- Opening Delimiter -

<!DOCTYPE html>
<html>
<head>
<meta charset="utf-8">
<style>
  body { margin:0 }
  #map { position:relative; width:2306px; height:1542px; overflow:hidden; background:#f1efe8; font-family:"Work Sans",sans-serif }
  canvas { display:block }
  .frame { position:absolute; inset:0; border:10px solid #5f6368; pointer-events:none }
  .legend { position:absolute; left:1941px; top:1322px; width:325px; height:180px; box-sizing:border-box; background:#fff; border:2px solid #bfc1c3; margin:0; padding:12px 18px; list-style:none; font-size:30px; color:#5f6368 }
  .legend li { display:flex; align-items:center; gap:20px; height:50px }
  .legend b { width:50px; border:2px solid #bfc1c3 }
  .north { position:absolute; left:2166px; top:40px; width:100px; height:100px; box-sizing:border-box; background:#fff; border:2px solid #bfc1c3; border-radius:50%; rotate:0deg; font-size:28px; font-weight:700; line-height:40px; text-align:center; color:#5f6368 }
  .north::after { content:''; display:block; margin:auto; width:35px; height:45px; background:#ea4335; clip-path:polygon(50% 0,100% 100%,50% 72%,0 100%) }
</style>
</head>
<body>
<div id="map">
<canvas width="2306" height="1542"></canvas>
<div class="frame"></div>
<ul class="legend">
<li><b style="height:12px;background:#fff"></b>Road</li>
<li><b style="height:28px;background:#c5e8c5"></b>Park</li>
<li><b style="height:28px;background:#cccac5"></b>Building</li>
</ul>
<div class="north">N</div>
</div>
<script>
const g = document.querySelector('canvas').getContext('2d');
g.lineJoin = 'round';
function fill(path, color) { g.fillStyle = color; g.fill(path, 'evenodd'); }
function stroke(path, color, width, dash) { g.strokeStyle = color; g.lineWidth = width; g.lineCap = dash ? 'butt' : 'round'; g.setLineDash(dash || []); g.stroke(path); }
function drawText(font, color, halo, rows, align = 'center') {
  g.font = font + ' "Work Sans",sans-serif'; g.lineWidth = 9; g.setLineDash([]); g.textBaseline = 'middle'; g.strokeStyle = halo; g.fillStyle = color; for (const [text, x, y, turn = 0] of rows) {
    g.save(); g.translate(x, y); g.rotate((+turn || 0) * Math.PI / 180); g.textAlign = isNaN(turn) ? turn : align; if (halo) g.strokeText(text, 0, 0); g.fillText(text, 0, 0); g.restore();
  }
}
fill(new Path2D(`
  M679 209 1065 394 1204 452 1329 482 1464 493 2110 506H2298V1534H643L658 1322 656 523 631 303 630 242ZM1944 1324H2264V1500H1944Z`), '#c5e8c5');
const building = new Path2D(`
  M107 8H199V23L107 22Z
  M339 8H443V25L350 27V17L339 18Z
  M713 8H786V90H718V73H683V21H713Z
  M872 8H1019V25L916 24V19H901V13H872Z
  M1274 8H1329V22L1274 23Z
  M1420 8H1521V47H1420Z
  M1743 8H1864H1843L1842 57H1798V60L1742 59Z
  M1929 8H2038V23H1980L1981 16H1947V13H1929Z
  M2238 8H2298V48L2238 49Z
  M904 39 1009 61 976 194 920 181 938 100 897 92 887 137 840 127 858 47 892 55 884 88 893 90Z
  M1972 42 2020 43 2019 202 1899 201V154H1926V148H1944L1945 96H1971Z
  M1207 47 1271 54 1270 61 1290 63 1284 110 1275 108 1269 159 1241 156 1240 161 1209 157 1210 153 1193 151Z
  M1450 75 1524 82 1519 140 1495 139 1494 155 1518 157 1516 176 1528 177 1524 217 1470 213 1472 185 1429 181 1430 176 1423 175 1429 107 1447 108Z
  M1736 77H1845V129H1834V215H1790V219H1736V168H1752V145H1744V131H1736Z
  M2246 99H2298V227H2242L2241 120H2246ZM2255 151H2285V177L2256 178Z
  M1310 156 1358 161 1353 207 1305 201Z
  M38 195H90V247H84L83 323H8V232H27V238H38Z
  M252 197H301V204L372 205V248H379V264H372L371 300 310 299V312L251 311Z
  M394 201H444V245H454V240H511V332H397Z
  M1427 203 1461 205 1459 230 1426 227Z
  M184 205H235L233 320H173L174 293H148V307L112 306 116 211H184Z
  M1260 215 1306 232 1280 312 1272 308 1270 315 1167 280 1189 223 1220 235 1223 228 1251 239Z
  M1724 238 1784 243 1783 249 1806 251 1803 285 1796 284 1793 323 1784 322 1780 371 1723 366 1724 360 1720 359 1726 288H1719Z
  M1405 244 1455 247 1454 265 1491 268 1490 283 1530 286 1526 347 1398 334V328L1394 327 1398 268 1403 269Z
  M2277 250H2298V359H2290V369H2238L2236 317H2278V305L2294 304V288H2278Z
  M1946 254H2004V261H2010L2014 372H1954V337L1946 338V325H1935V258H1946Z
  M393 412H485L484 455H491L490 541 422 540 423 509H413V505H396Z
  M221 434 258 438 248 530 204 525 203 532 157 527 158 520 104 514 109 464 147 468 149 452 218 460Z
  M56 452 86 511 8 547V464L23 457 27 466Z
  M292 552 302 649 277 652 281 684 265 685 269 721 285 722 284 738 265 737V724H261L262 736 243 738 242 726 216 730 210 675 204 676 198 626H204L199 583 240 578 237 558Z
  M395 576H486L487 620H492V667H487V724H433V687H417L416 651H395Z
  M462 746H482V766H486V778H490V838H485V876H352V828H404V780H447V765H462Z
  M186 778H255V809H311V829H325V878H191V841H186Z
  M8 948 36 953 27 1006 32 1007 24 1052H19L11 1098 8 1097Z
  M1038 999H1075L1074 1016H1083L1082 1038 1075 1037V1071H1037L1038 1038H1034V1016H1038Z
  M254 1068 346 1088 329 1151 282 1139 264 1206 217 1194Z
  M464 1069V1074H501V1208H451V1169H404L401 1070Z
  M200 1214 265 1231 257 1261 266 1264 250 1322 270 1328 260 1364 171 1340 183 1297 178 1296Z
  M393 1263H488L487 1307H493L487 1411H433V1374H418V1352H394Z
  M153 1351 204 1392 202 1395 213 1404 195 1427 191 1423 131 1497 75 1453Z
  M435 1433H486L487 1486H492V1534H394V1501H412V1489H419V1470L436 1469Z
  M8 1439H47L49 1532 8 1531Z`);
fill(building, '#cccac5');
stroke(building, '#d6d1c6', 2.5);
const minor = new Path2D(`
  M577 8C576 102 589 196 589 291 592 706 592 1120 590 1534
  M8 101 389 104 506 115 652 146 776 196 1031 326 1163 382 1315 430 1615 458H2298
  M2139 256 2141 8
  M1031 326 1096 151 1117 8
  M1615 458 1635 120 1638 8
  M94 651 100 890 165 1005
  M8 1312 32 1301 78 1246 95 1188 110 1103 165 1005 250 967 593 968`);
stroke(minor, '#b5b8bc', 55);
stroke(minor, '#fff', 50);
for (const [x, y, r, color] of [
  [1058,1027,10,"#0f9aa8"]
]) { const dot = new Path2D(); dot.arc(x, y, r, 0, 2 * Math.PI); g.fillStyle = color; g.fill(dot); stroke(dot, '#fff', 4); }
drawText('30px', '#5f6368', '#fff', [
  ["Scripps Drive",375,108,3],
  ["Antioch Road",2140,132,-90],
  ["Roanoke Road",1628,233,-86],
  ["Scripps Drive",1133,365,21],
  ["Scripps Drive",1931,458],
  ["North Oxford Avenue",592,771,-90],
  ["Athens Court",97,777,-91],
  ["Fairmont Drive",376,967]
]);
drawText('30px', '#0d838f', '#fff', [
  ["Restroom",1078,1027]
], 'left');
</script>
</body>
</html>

- Closing Delimiter -

**What you are asked to do**:
For an answer, give a copy of every line in the listing that holds the word "minor".

**Finished exercise**:
const minor = new Path2D(`
stroke(minor, '#b5b8bc', 55);
stroke(minor, '#fff', 50);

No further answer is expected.